TASK INPUTS below:

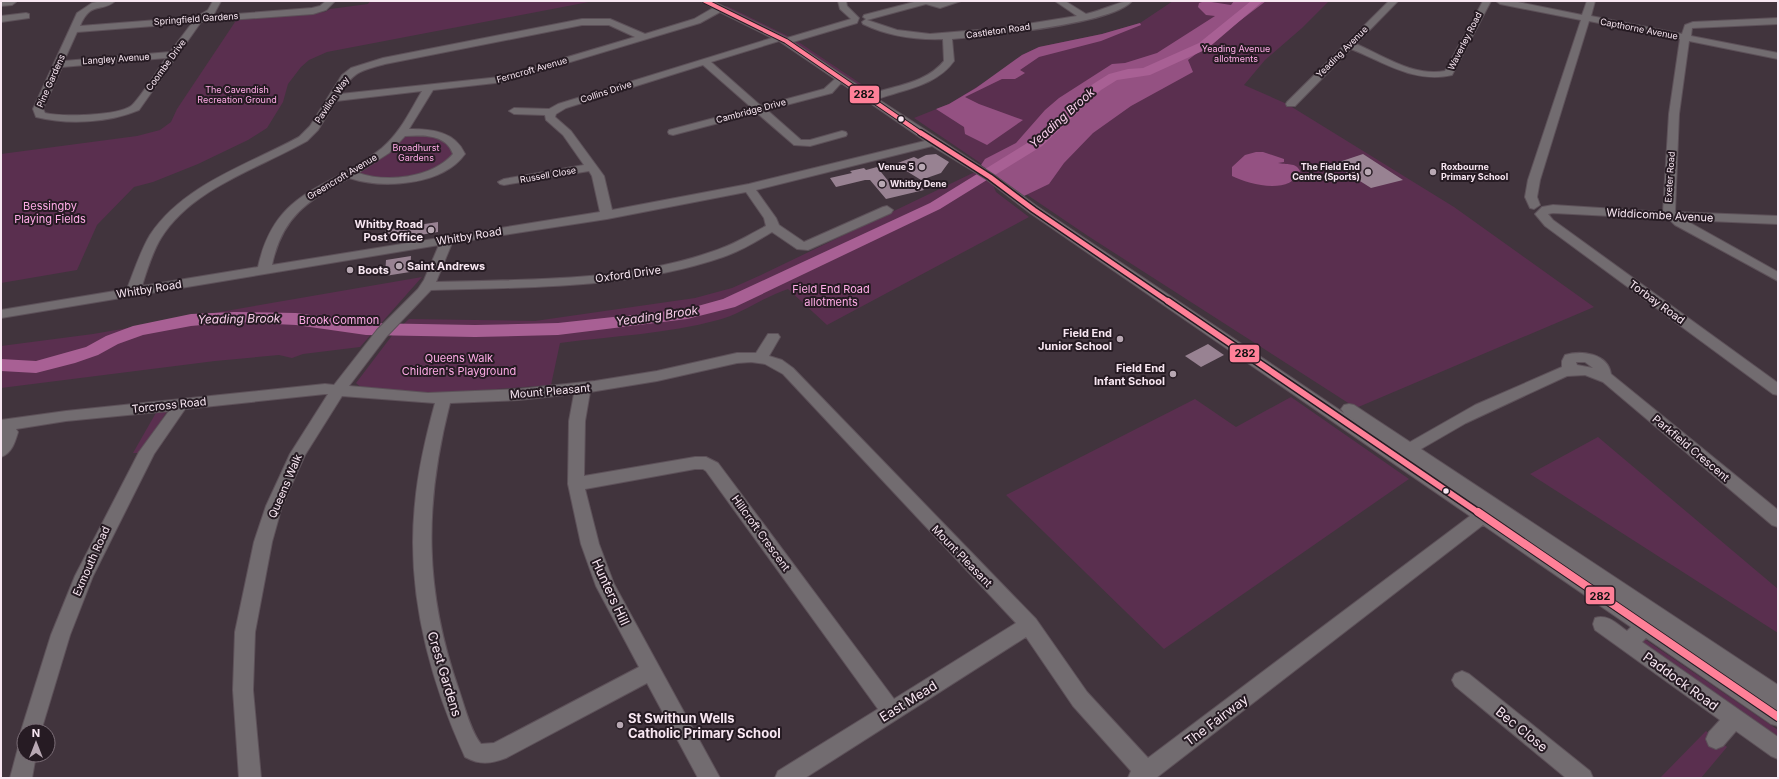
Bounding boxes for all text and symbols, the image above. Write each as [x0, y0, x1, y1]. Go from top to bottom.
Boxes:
street label: Springfield Gardens [153, 10, 239, 27]
street label: Waverley Road [1445, 10, 1484, 72]
street label: Capthorne Avenue [1599, 16, 1679, 41]
street label: Castleton Road [965, 21, 1031, 40]
street label: Yeading Avenue [1314, 24, 1370, 80]
street label: Coombe Drive [143, 37, 188, 93]
park label: Yeading Avenue allotments [1202, 43, 1270, 64]
street label: Langley Avenue [82, 51, 150, 66]
street label: Pine Gardens [34, 52, 67, 109]
street label: Ferncroft Avenue [495, 54, 568, 85]
street label: Pavilion Way [312, 74, 351, 125]
street label: Collins Drive [579, 78, 633, 105]
park label: The Cavendish Recreation Ground [197, 84, 277, 105]
water label: Yeading Brook [1026, 84, 1098, 151]
line badge: 282 [849, 85, 880, 104]
text: 282 [853, 87, 875, 101]
street label: Cambridge Drive [715, 96, 787, 125]
unlabelled marker [896, 114, 906, 124]
park label: Broadhurst Gardens [393, 142, 440, 163]
street label: Greencroft Avenue [305, 151, 379, 202]
street label: Exeter Road [1662, 151, 1677, 203]
place label: Venue 5 [878, 161, 914, 172]
place label: The Field End Centre (Sports) [1292, 161, 1360, 182]
place label: Roxbourne Primary School [1441, 161, 1508, 182]
marker: Venue 5 [917, 162, 927, 172]
street label: Russell Close [519, 164, 577, 185]
marker: The Field End Centre (Sports) [1363, 167, 1373, 177]
marker: Roxbourne Primary School [1428, 167, 1438, 177]
place label: Whitby Dene [890, 178, 947, 189]
marker: Whitby Dene [877, 179, 887, 189]
park label: Bessingby Playing Fields [14, 199, 86, 226]
street label: Widdicombe Avenue [1606, 205, 1714, 225]
place label: Whitby Road Post Office [354, 217, 423, 244]
street label: Whitby Road [435, 224, 503, 248]
marker: Whitby Road Post Office [426, 225, 436, 235]
place label: Saint Andrews [407, 259, 485, 273]
marker: Saint Andrews [394, 261, 404, 271]
street label: Oxford Drive [594, 262, 662, 286]
place label: Boots [358, 263, 389, 277]
marker: Boots [345, 265, 355, 275]
street label: Whitby Road [115, 277, 183, 301]
street label: Torbay Road [1626, 277, 1688, 327]
park label: Field End Road allotments [792, 282, 870, 309]
water label: Yeading Brook [615, 302, 699, 329]
water label: Yeading Brook [197, 310, 281, 327]
park label: Brook Common [299, 313, 379, 327]
place label: Field End Junior School [1038, 326, 1112, 353]
marker: Field End Junior School [1115, 334, 1125, 344]
line badge: 282 [1229, 344, 1260, 363]
text: 282 [1234, 346, 1256, 360]
park label: Queens Walk Children's Playground [402, 351, 516, 378]
place label: Field End Infant School [1094, 361, 1165, 388]
marker: Field End Infant School [1168, 369, 1178, 379]
street label: Mount Pleasant [509, 380, 591, 401]
street label: Torcross Road [131, 394, 207, 416]
street label: Parkfield Crescent [1650, 412, 1733, 485]
street label: Queens Walk [265, 452, 305, 520]
unlabelled marker [1441, 486, 1451, 496]
street label: Hillcroft Crescent [729, 492, 793, 574]
street label: Mount Pleasant [929, 522, 995, 590]
street label: Exmouth Road [69, 524, 113, 598]
street label: Hunters Hill [589, 556, 633, 628]
line badge: 282 [1585, 586, 1615, 605]
text: 282 [1589, 589, 1611, 603]
street label: Crest Gardens [424, 629, 466, 719]
street label: Paddock Road [1640, 648, 1722, 714]
street label: East Mead [876, 677, 940, 725]
street label: The Fairway [1181, 691, 1251, 749]
street label: Bec Close [1493, 703, 1551, 755]
place label: St Swithun Wells Catholic Primary School [628, 710, 781, 741]
marker: St Swithun Wells Catholic Primary School [615, 720, 625, 730]
north arrow [16, 723, 56, 763]
text: N [32, 726, 40, 740]

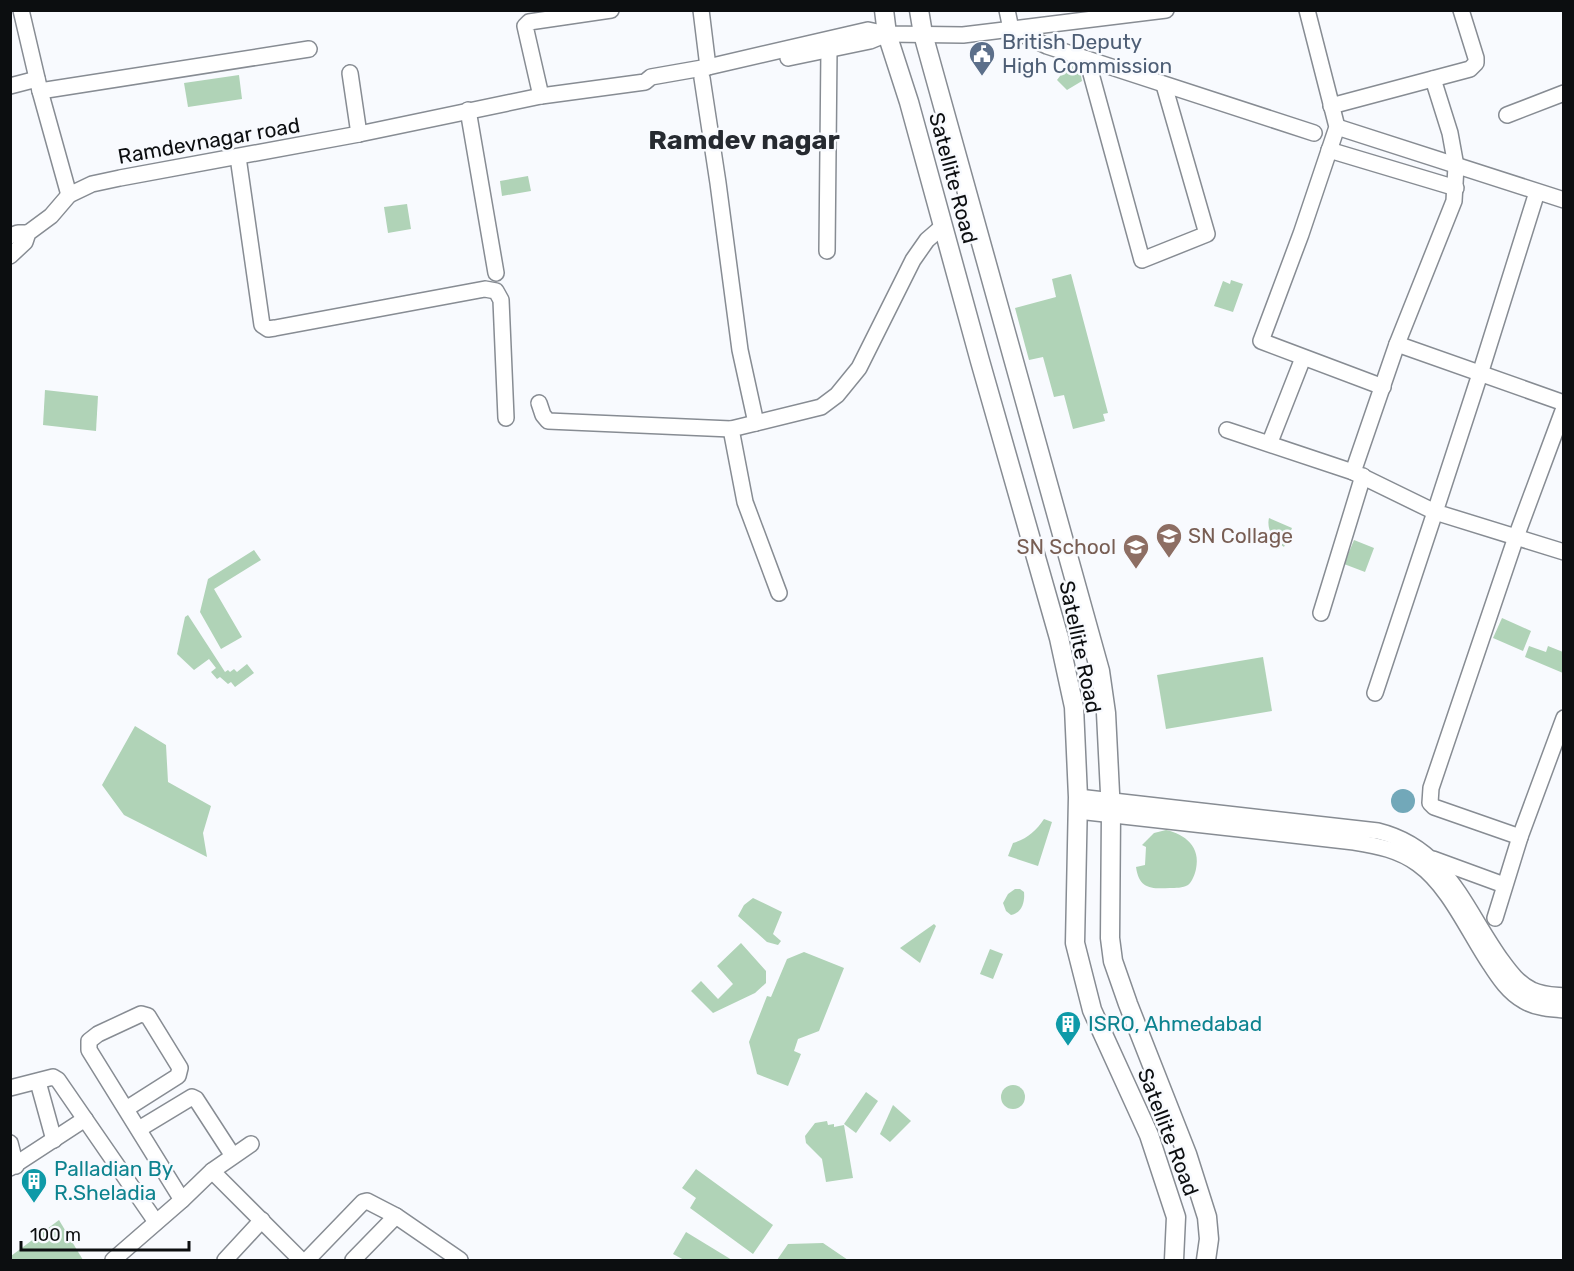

End of TASK INPUTS.

Output all the records above exactly, but without their images.

SOLVED EXERCISE —
Bounding boxes for all text and symbols, the image above. Write each as [x0, y0, x1, y1]. Go from top to bottom.
Boxes:
street label: Springfield Gardens [153, 10, 239, 27]
street label: Waverley Road [1445, 10, 1484, 72]
street label: Capthorne Avenue [1599, 16, 1679, 41]
street label: Castleton Road [965, 21, 1031, 40]
street label: Yeading Avenue [1314, 24, 1370, 80]
street label: Coombe Drive [143, 37, 188, 93]
park label: Yeading Avenue allotments [1202, 43, 1270, 64]
street label: Langley Avenue [82, 51, 150, 66]
street label: Pine Gardens [34, 52, 67, 109]
street label: Ferncroft Avenue [495, 54, 568, 85]
street label: Pavilion Way [312, 74, 351, 125]
street label: Collins Drive [579, 78, 633, 105]
park label: The Cavendish Recreation Ground [197, 84, 277, 105]
water label: Yeading Brook [1026, 84, 1098, 151]
line badge: 282 [849, 85, 880, 104]
text: 282 [853, 87, 875, 101]
street label: Cambridge Drive [715, 96, 787, 125]
unlabelled marker [896, 114, 906, 124]
park label: Broadhurst Gardens [393, 142, 440, 163]
street label: Greencroft Avenue [305, 151, 379, 202]
street label: Exeter Road [1662, 151, 1677, 203]
place label: Venue 5 [878, 161, 914, 172]
place label: The Field End Centre (Sports) [1292, 161, 1360, 182]
place label: Roxbourne Primary School [1441, 161, 1508, 182]
marker: Venue 5 [917, 162, 927, 172]
street label: Russell Close [519, 164, 577, 185]
marker: The Field End Centre (Sports) [1363, 167, 1373, 177]
marker: Roxbourne Primary School [1428, 167, 1438, 177]
place label: Whitby Dene [890, 178, 947, 189]
marker: Whitby Dene [877, 179, 887, 189]
park label: Bessingby Playing Fields [14, 199, 86, 226]
street label: Widdicombe Avenue [1606, 205, 1714, 225]
place label: Whitby Road Post Office [354, 217, 423, 244]
street label: Whitby Road [435, 224, 503, 248]
marker: Whitby Road Post Office [426, 225, 436, 235]
place label: Saint Andrews [407, 259, 485, 273]
marker: Saint Andrews [394, 261, 404, 271]
street label: Oxford Drive [594, 262, 662, 286]
place label: Boots [358, 263, 389, 277]
marker: Boots [345, 265, 355, 275]
street label: Whitby Road [115, 277, 183, 301]
street label: Torbay Road [1626, 277, 1688, 327]
park label: Field End Road allotments [792, 282, 870, 309]
water label: Yeading Brook [615, 302, 699, 329]
water label: Yeading Brook [197, 310, 281, 327]
park label: Brook Common [299, 313, 379, 327]
place label: Field End Junior School [1038, 326, 1112, 353]
marker: Field End Junior School [1115, 334, 1125, 344]
line badge: 282 [1229, 344, 1260, 363]
text: 282 [1234, 346, 1256, 360]
park label: Queens Walk Children's Playground [402, 351, 516, 378]
place label: Field End Infant School [1094, 361, 1165, 388]
marker: Field End Infant School [1168, 369, 1178, 379]
street label: Mount Pleasant [509, 380, 591, 401]
street label: Torcross Road [131, 394, 207, 416]
street label: Parkfield Crescent [1650, 412, 1733, 485]
street label: Queens Walk [265, 452, 305, 520]
unlabelled marker [1441, 486, 1451, 496]
street label: Hillcroft Crescent [729, 492, 793, 574]
street label: Mount Pleasant [929, 522, 995, 590]
street label: Exmouth Road [69, 524, 113, 598]
street label: Hunters Hill [589, 556, 633, 628]
line badge: 282 [1585, 586, 1615, 605]
text: 282 [1589, 589, 1611, 603]
street label: Crest Gardens [424, 629, 466, 719]
street label: Paddock Road [1640, 648, 1722, 714]
street label: East Mead [876, 677, 940, 725]
street label: The Fairway [1181, 691, 1251, 749]
street label: Bec Close [1493, 703, 1551, 755]
place label: St Swithun Wells Catholic Primary School [628, 710, 781, 741]
marker: St Swithun Wells Catholic Primary School [615, 720, 625, 730]
north arrow [16, 723, 56, 763]
text: N [32, 726, 40, 740]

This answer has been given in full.